Entries taken from a collection
──────────

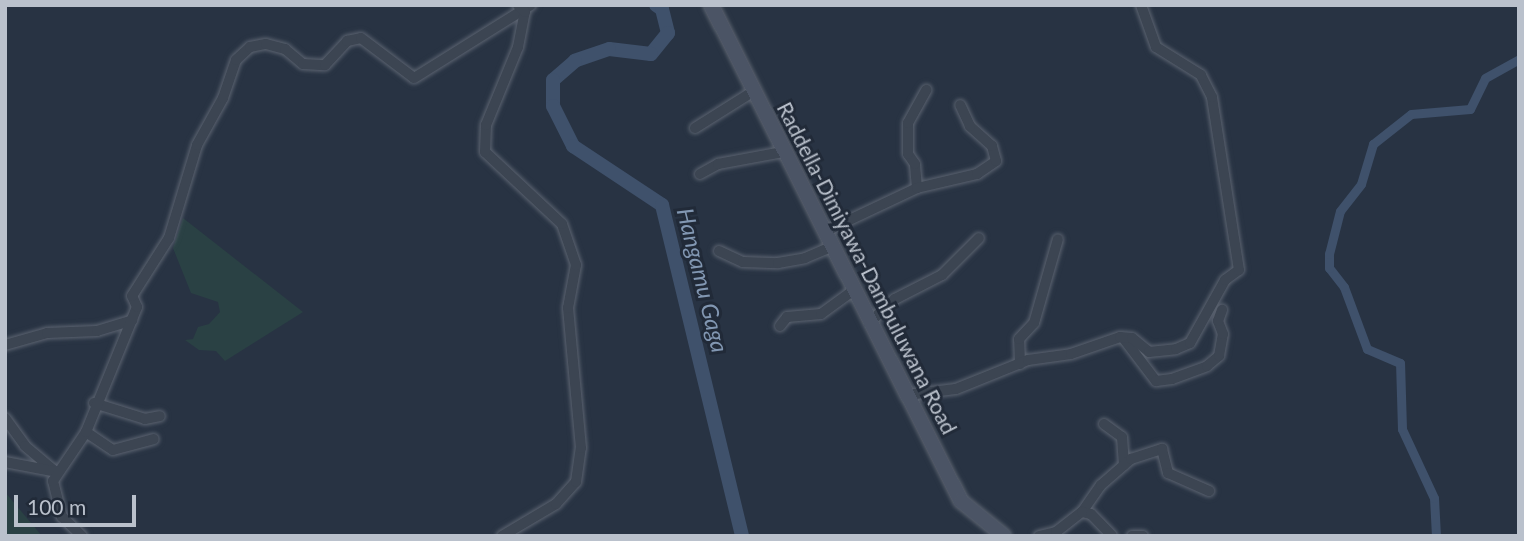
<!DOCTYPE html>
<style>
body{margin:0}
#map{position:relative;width:1524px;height:541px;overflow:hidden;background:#283343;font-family:Lato,sans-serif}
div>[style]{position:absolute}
.green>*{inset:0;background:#2a4144}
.canal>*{height:9px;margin:-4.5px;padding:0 4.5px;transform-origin:4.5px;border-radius:4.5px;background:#3f516b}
.river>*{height:14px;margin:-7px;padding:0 7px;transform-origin:7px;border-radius:7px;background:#3f516b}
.roads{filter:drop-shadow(0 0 2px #5b6370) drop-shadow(0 0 2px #5b6370)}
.street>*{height:10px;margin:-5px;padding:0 5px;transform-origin:5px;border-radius:5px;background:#3c4552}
.secondary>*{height:14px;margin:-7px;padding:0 7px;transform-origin:7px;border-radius:7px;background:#4b5465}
span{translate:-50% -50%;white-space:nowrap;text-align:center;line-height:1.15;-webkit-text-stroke:6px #212a38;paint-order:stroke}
.street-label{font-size:21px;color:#bac1cc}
.water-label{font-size:23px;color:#8297b2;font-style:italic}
.frame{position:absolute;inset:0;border:7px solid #bac1cc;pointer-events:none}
.scale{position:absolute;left:14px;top:495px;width:122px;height:32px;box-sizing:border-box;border:4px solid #bac1cc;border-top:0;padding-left:9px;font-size:21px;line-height:24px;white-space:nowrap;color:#bac1cc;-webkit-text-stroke:5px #212a38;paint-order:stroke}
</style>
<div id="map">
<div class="green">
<i style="clip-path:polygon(183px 218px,303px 312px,225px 361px,216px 351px,199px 350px,185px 340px,193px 339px,198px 327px,209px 324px,220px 312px,218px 302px,191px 293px,173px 248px)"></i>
<i style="clip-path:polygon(5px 492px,42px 536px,5px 536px)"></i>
</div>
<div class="canal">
<i style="left:1436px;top:536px;width:38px;rotate:-93deg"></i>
<i style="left:1434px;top:498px;width:76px;rotate:-114.9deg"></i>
<i style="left:1402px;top:429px;width:66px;rotate:-91.7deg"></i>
<i style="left:1400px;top:363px;width:36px;rotate:-157deg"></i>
<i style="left:1367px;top:349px;width:66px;rotate:-110.4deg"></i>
<i style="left:1344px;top:287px;width:24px;rotate:-128deg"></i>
<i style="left:1329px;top:268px;width:14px;rotate:-90deg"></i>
<i style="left:1329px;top:254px;width:44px;rotate:-75.7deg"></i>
<i style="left:1340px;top:211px;width:34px;rotate:-52deg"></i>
<i style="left:1361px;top:184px;width:42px;rotate:-73.3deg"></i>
<i style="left:1373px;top:144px;width:48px;rotate:-38.3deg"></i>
<i style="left:1411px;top:114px;width:59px;rotate:-4.8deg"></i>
<i style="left:1470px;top:109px;width:34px;rotate:-64deg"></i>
<i style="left:1485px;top:78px;width:39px;rotate:-29deg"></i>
</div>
<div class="river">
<i style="left:656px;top:5px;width:7px;rotate:34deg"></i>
<i style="left:662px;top:9px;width:25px;rotate:76deg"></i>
<i style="left:668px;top:33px;width:27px;rotate:129deg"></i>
<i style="left:651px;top:54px;width:42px;rotate:-173.2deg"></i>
<i style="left:609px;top:49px;width:36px;rotate:161deg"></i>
<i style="left:575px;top:61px;width:29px;rotate:139deg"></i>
<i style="left:553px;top:80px;width:26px;rotate:90deg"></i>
<i style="left:553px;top:106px;width:45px;rotate:63.4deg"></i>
<i style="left:573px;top:146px;width:107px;rotate:33.5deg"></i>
<i style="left:662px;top:205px;width:341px;rotate:76.4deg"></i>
</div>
<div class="roads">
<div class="street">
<i style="left:695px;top:128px;width:70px;rotate:-32.1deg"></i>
<i style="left:700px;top:174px;width:21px;rotate:-29deg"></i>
<i style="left:718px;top:164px;width:66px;rotate:-10.5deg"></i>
<i style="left:917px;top:188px;width:24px;rotate:-95deg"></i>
<i style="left:915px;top:164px;width:12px;rotate:-125deg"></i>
<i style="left:908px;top:154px;width:31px;rotate:-90deg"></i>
<i style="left:908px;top:123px;width:38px;rotate:-61deg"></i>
<i style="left:824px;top:232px;width:103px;rotate:-25.3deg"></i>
<i style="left:917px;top:188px;width:62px;rotate:-13.1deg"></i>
<i style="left:977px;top:174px;width:23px;rotate:-34deg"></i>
<i style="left:996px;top:161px;width:16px;rotate:-105deg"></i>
<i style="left:992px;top:146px;width:30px;rotate:-138deg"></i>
<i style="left:970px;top:126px;width:23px;rotate:-115deg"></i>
<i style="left:719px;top:251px;width:26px;rotate:25deg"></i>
<i style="left:743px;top:262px;width:35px;rotate:2deg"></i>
<i style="left:778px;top:263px;width:27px;rotate:-10deg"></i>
<i style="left:805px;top:258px;width:28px;rotate:-23deg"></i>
<i style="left:869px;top:323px;width:35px;rotate:-43deg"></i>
<i style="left:895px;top:299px;width:53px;rotate:-27.1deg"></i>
<i style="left:942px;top:275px;width:52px;rotate:-45deg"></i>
<i style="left:780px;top:326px;width:11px;rotate:-52deg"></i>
<i style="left:787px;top:317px;width:34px;rotate:-5deg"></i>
<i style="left:821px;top:314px;width:39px;rotate:-36deg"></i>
<i style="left:1124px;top:339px;width:53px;rotate:52.7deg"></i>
<i style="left:1156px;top:381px;width:16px;rotate:-7deg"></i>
<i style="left:1172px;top:379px;width:37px;rotate:-20deg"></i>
<i style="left:1207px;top:366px;width:16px;rotate:-40deg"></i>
<i style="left:1219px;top:356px;width:22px;rotate:-80deg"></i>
<i style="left:1223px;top:334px;width:14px;rotate:-111deg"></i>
<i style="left:1218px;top:321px;width:12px;rotate:-70deg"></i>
<i style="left:5px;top:345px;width:44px;rotate:-15.9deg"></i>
<i style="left:47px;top:333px;width:50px;rotate:-2.3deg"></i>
<i style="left:97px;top:331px;width:37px;rotate:-17deg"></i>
<i style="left:1020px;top:364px;width:25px;rotate:-92deg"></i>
<i style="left:1019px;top:339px;width:22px;rotate:-47deg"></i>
<i style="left:1034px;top:323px;width:87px;rotate:-74.1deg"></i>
<i style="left:907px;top:395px;width:49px;rotate:-7deg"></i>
<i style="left:956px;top:389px;width:78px;rotate:-21.9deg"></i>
<i style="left:1028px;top:360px;width:43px;rotate:-7.9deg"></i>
<i style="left:1071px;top:354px;width:52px;rotate:-19.1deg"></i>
<i style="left:1120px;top:337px;width:12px;rotate:5deg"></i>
<i style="left:1132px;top:338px;width:22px;rotate:39deg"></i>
<i style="left:1149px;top:352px;width:27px;rotate:-6deg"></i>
<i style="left:1176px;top:349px;width:15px;rotate:-23deg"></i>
<i style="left:1190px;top:343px;width:72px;rotate:-60.9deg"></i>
<i style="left:1225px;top:280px;width:17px;rotate:-36deg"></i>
<i style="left:1239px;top:270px;width:175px;rotate:-98.9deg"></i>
<i style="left:1212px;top:97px;width:25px;rotate:-117deg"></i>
<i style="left:1201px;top:75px;width:53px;rotate:-148.1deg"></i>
<i style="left:1156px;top:47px;width:45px;rotate:-109.7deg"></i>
<i style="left:94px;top:403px;width:53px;rotate:17.4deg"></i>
<i style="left:145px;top:419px;width:15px;rotate:-11deg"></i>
<i style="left:5px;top:418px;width:34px;rotate:54deg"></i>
<i style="left:25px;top:446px;width:40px;rotate:40deg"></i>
<i style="left:1104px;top:424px;width:22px;rotate:36deg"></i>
<i style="left:1122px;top:437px;width:28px;rotate:86deg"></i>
<i style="left:86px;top:432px;width:32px;rotate:34deg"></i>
<i style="left:113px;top:450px;width:42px;rotate:-15deg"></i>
<i style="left:5px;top:462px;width:48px;rotate:10.8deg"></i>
<i style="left:1082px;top:512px;width:33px;rotate:-55deg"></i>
<i style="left:1101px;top:485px;width:40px;rotate:-41deg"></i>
<i style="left:1131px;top:459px;width:33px;rotate:-18deg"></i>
<i style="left:1162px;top:449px;width:25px;rotate:76deg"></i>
<i style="left:1168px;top:473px;width:45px;rotate:23.7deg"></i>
<i style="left:82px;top:536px;width:28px;rotate:-136deg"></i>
<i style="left:62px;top:517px;width:37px;rotate:-104deg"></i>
<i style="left:53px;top:481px;width:59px;rotate:-56deg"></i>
<i style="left:86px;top:432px;width:135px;rotate:-67.8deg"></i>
<i style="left:137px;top:307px;width:12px;rotate:-114deg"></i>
<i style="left:132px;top:296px;width:69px;rotate:-57.5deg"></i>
<i style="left:169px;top:238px;width:97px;rotate:-73.2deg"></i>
<i style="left:197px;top:145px;width:54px;rotate:-61deg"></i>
<i style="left:223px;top:98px;width:40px;rotate:-71.1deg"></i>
<i style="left:236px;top:60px;width:19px;rotate:-43deg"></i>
<i style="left:250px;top:47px;width:16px;rotate:-11deg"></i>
<i style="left:266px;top:44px;width:20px;rotate:15deg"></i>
<i style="left:285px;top:49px;width:23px;rotate:40deg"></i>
<i style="left:303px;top:64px;width:22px;rotate:3deg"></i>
<i style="left:325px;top:65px;width:33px;rotate:-47deg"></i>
<i style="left:347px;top:41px;width:14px;rotate:-12deg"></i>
<i style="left:361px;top:38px;width:66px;rotate:37deg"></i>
<i style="left:414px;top:78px;width:138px;rotate:-32deg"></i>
<i style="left:502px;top:536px;width:63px;rotate:-30.7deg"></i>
<i style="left:556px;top:504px;width:30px;rotate:-48deg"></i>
<i style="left:576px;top:482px;width:34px;rotate:-82deg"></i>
<i style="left:581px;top:448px;width:141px;rotate:-95.3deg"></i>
<i style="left:568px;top:308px;width:44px;rotate:-79.5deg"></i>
<i style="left:576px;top:265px;width:43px;rotate:-108.9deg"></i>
<i style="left:562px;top:224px;width:105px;rotate:-136.9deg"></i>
<i style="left:485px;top:152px;width:27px;rotate:-88deg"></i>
<i style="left:486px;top:125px;width:84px;rotate:-67.7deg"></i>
<i style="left:518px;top:47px;width:36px;rotate:-79deg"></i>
<i style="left:525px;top:12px;width:10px;rotate:-135deg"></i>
<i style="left:1039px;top:536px;width:17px;rotate:-13deg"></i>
<i style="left:1056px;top:532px;width:33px;rotate:-38deg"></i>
<i style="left:1082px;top:512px;width:9px;rotate:13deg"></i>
<i style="left:1091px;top:514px;width:30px;rotate:46deg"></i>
<i style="left:1132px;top:536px;width:11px"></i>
</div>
<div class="secondary">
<i style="left:711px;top:5px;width:555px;rotate:63.25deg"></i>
<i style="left:961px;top:501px;width:55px;rotate:39.1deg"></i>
</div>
</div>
<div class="street-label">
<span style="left:867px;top:268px;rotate:63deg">Raddella-Dimiyawa-Dambuluwana Road</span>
</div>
<div class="water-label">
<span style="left:703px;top:280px;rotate:76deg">Hangamu Gaga</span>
</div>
<div class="frame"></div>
<div class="scale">100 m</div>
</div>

──────────

Give again, word for word, every line from the top of the entries above to the line holding "2px #5b6370) drop-shadow(0", both included. Leave the pictures out.

◆ **WRITTEN ANSWER**:
<!DOCTYPE html>
<style>
body{margin:0}
#map{position:relative;width:1524px;height:541px;overflow:hidden;background:#283343;font-family:Lato,sans-serif}
div>[style]{position:absolute}
.green>*{inset:0;background:#2a4144}
.canal>*{height:9px;margin:-4.5px;padding:0 4.5px;transform-origin:4.5px;border-radius:4.5px;background:#3f516b}
.river>*{height:14px;margin:-7px;padding:0 7px;transform-origin:7px;border-radius:7px;background:#3f516b}
.roads{filter:drop-shadow(0 0 2px #5b6370) drop-shadow(0 0 2px #5b6370)}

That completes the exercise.